Type inference across return
statements in the body of a closure
It’s common to have situations where an early guard
statement returns nil
that doesn’t supply enough type information to be useful for inference under the proposed rules:
func test<T>(_: () -> T?) { ... }
test {
guard let x = doSomething() else {
return nil // there is not enough information to infer `T` from `nil`
}
...
}
Only way to get this closure to type-check is to supply explicit type e.g. () -> Int? in ...

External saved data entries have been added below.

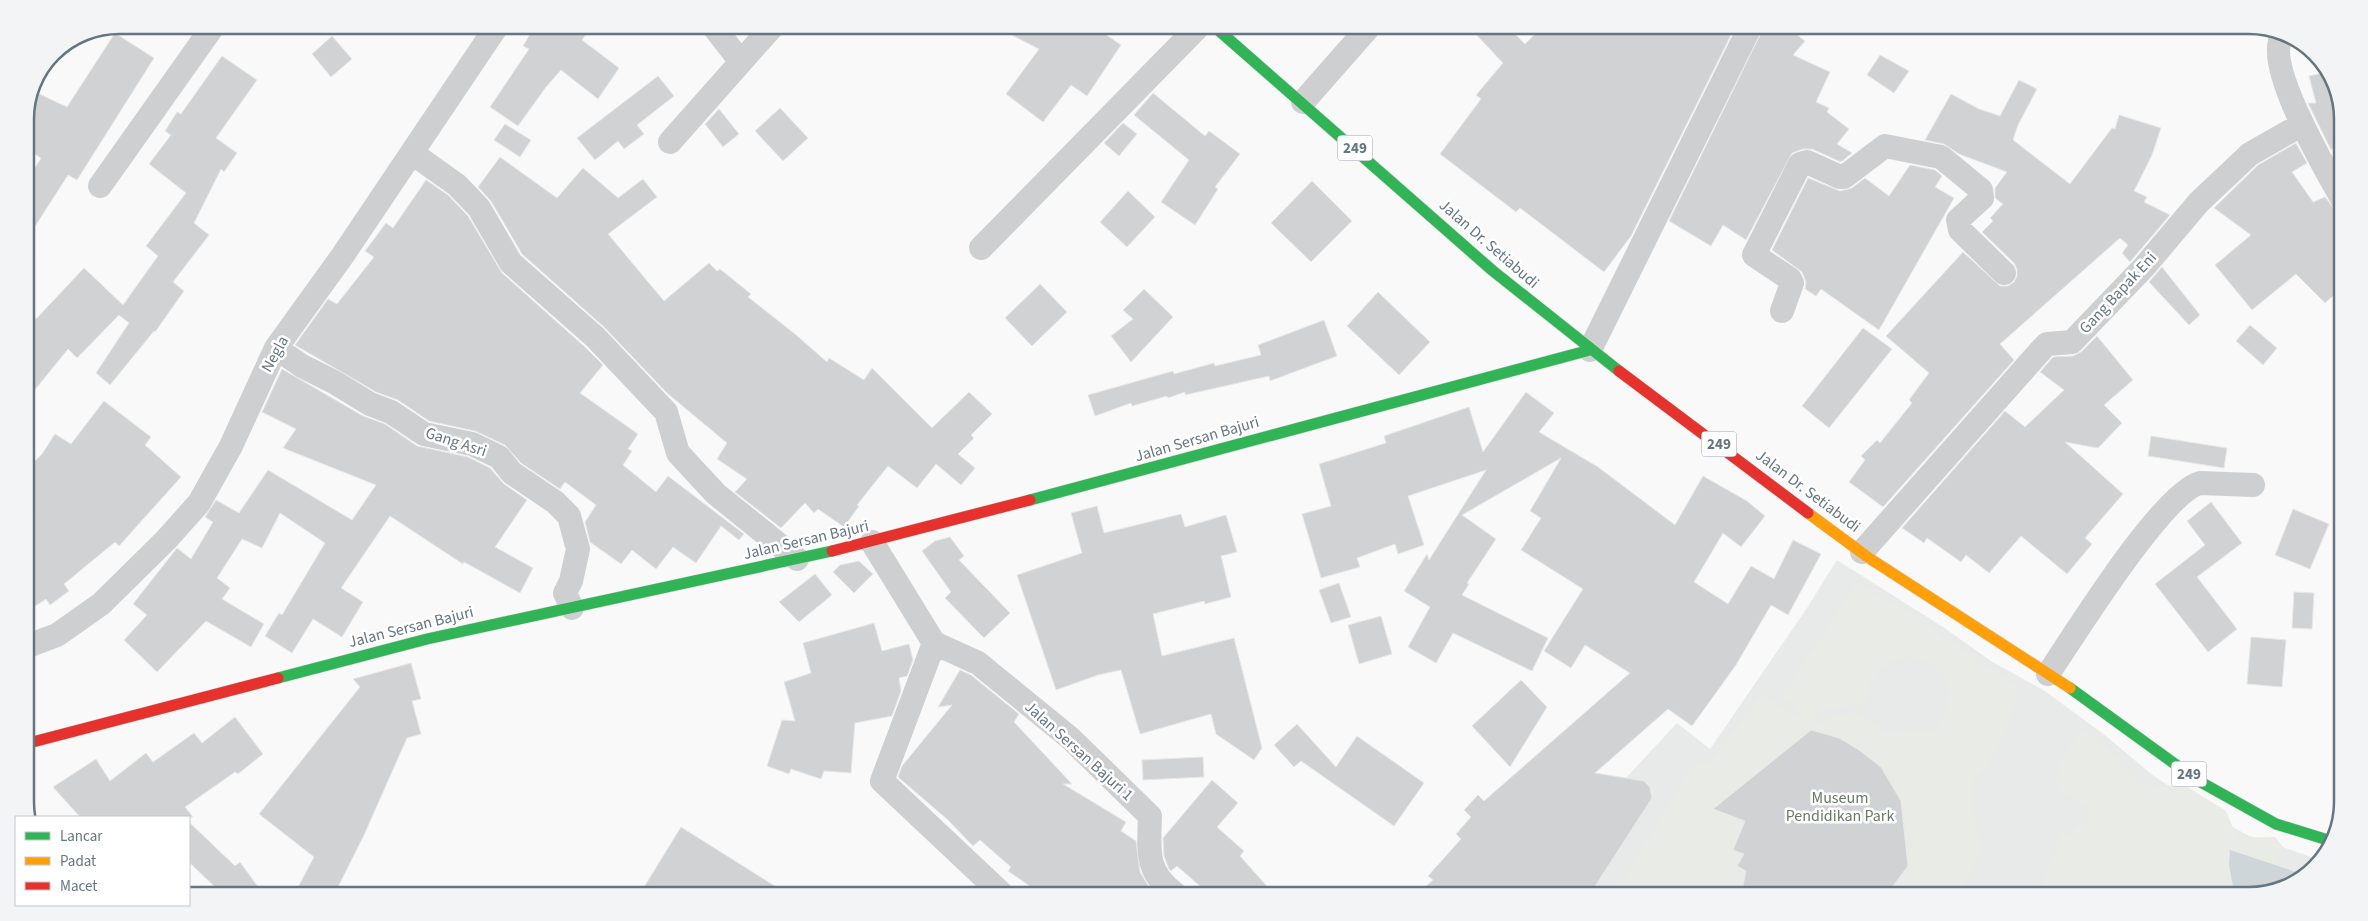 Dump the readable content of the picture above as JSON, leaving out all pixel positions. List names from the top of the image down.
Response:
{
  "streets": {
    "main road": ["249", "Jalan Dr. Setiabudi", "Jalan Sersan Bajuri"],
    "street": [
      "Gang Bapak Eni",
      "Negla",
      "Gang Asri",
      "Jalan Sersan Bajuri 1"
    ]
  },
  "crossings": [
    ["Jalan Dr. Setiabudi", "Gang Bapak Eni"],
    ["Jalan Dr. Setiabudi", "Jalan Sersan Bajuri"],
    ["Negla", "Gang Asri"],
    ["Jalan Sersan Bajuri", "Gang Asri"]
  ],
  "parks": ["Museum Pendidikan Park"],
  "legend": ["Lancar", "Padat", "Macet"]
} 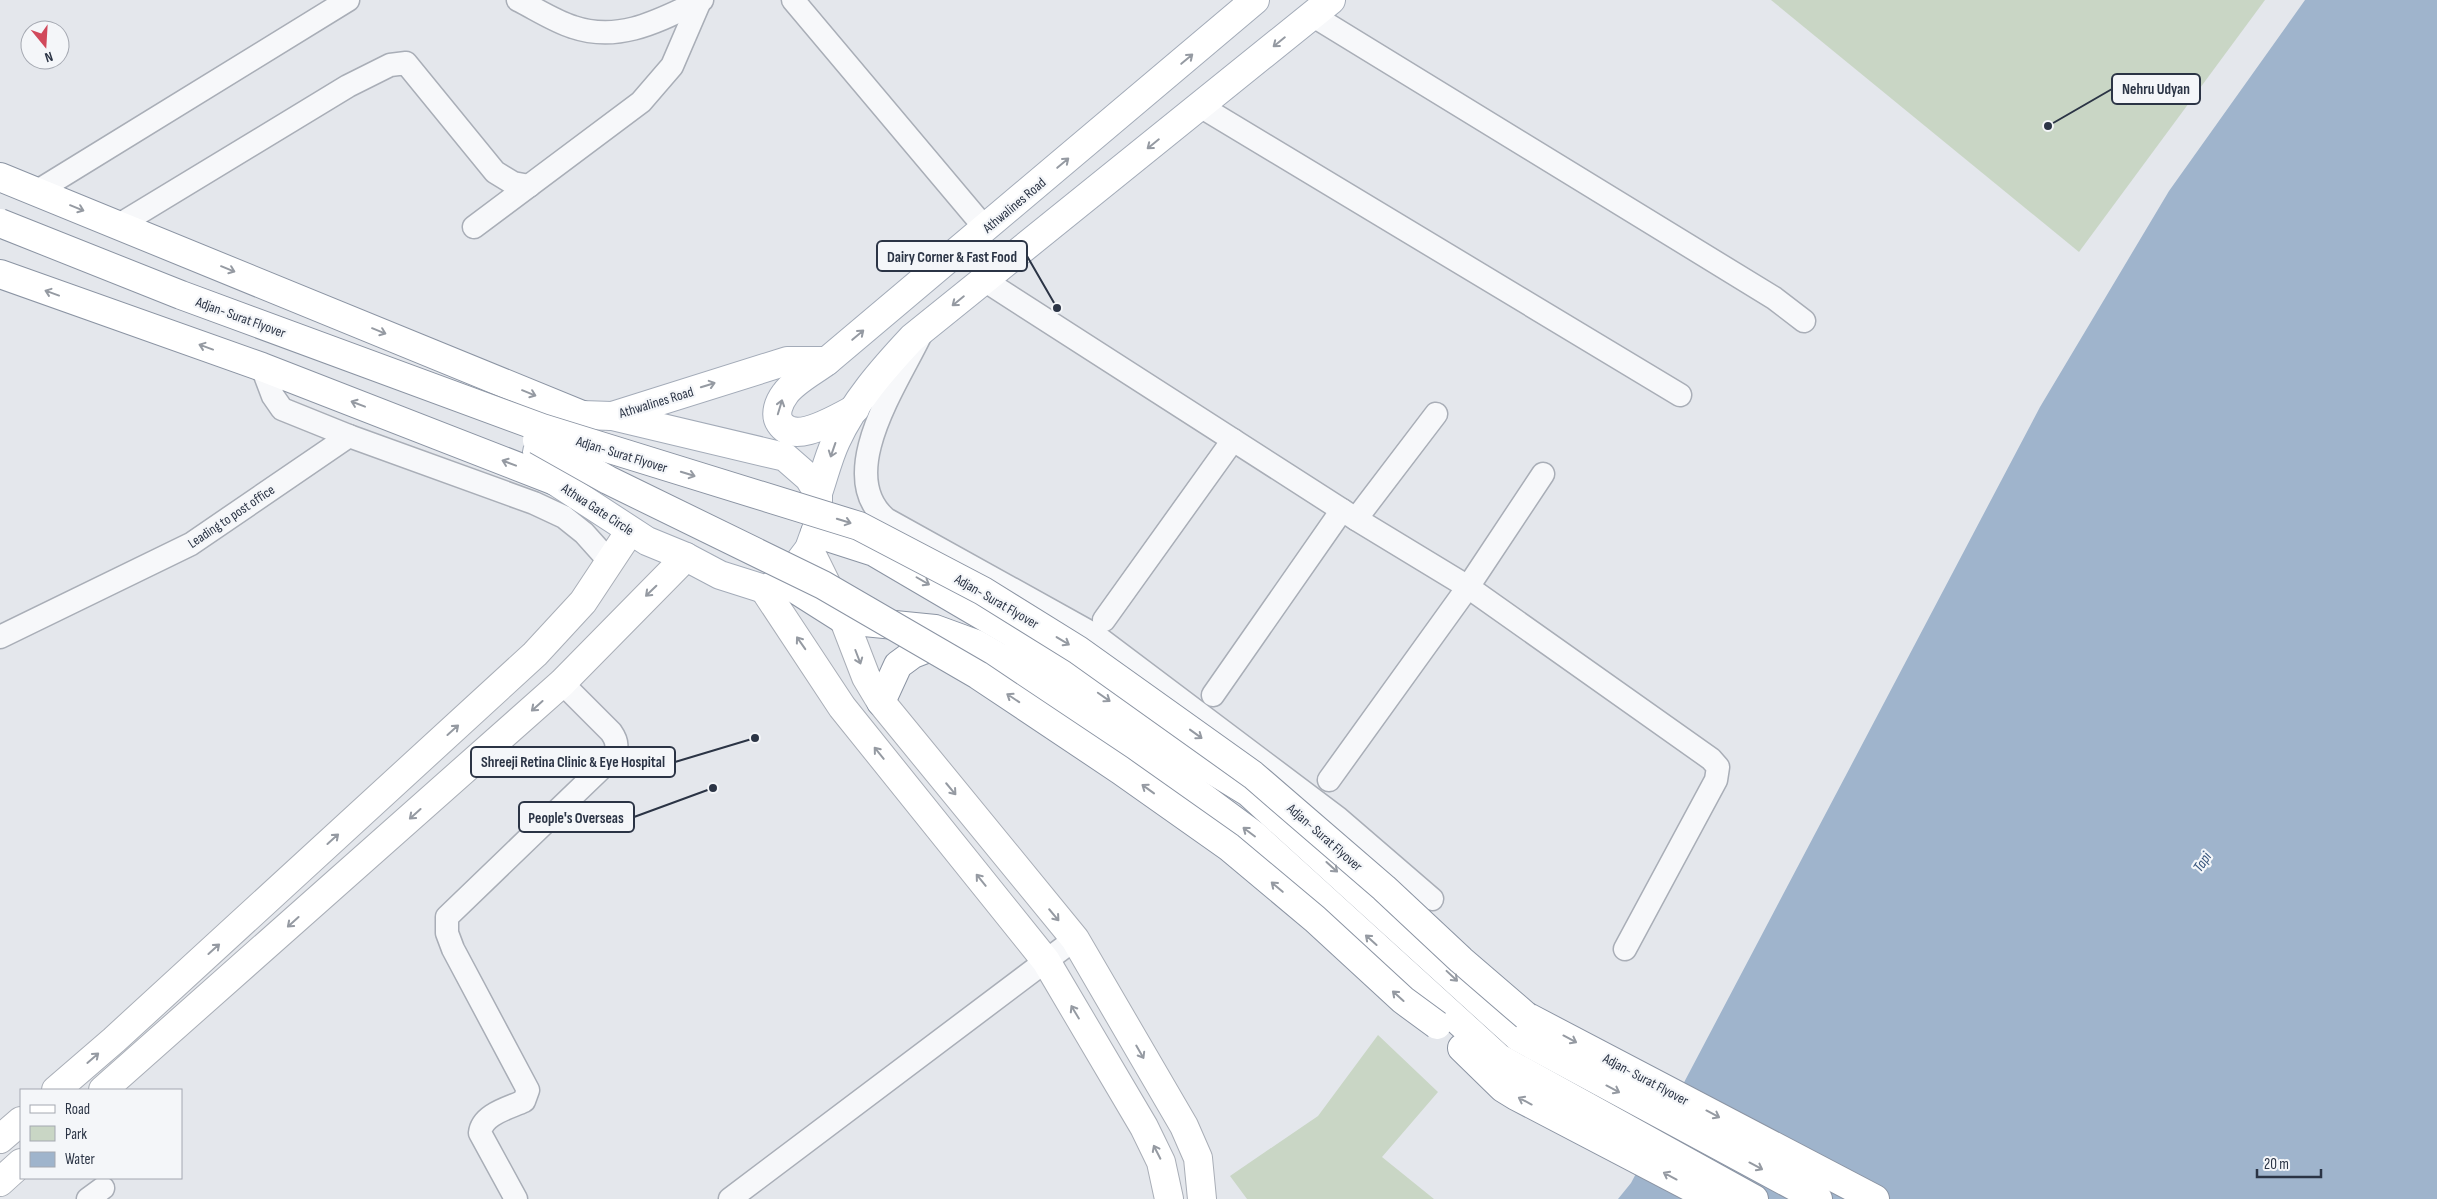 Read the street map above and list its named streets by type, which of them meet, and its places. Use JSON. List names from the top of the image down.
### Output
{
  "streets": {
    "main road": ["Athwalines Road", "Adjan- Surat Flyover", "Athwa Gate Circle"],
    "street": ["Leading to post office"]
  },
  "crossings": [
    ["Athwalines Road", "Athwa Gate Circle"]
  ],
  "water": ["Tapi"],
  "places": [
    "Nehru Udyan",
    "Dairy Corner & Fast Food",
    "Shreeji Retina Clinic & Eye Hospital",
    "People's Overseas"
  ],
  "legend": ["Road", "Park", "Water"],
  "scale_bar": "20 m",
  "north": "bottom"
}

. To improve this situation type-checker could allow type inference across return
statements in the body of a closure. That would mean that the actual type of the result would be a join between all of the types encountered in return
statements, which is going to be semantically unique for the language.
Effect on ABI stability
No ABI impact since only type-checker handling of closures is going to change but outcomes should not.
Effect on API resilience
This is not an API-level change and would not impact resilience.
Alternatives considered
Keep current behavior.
Acknowledgments
Holly Borla - for helping with content and wording of this proposal.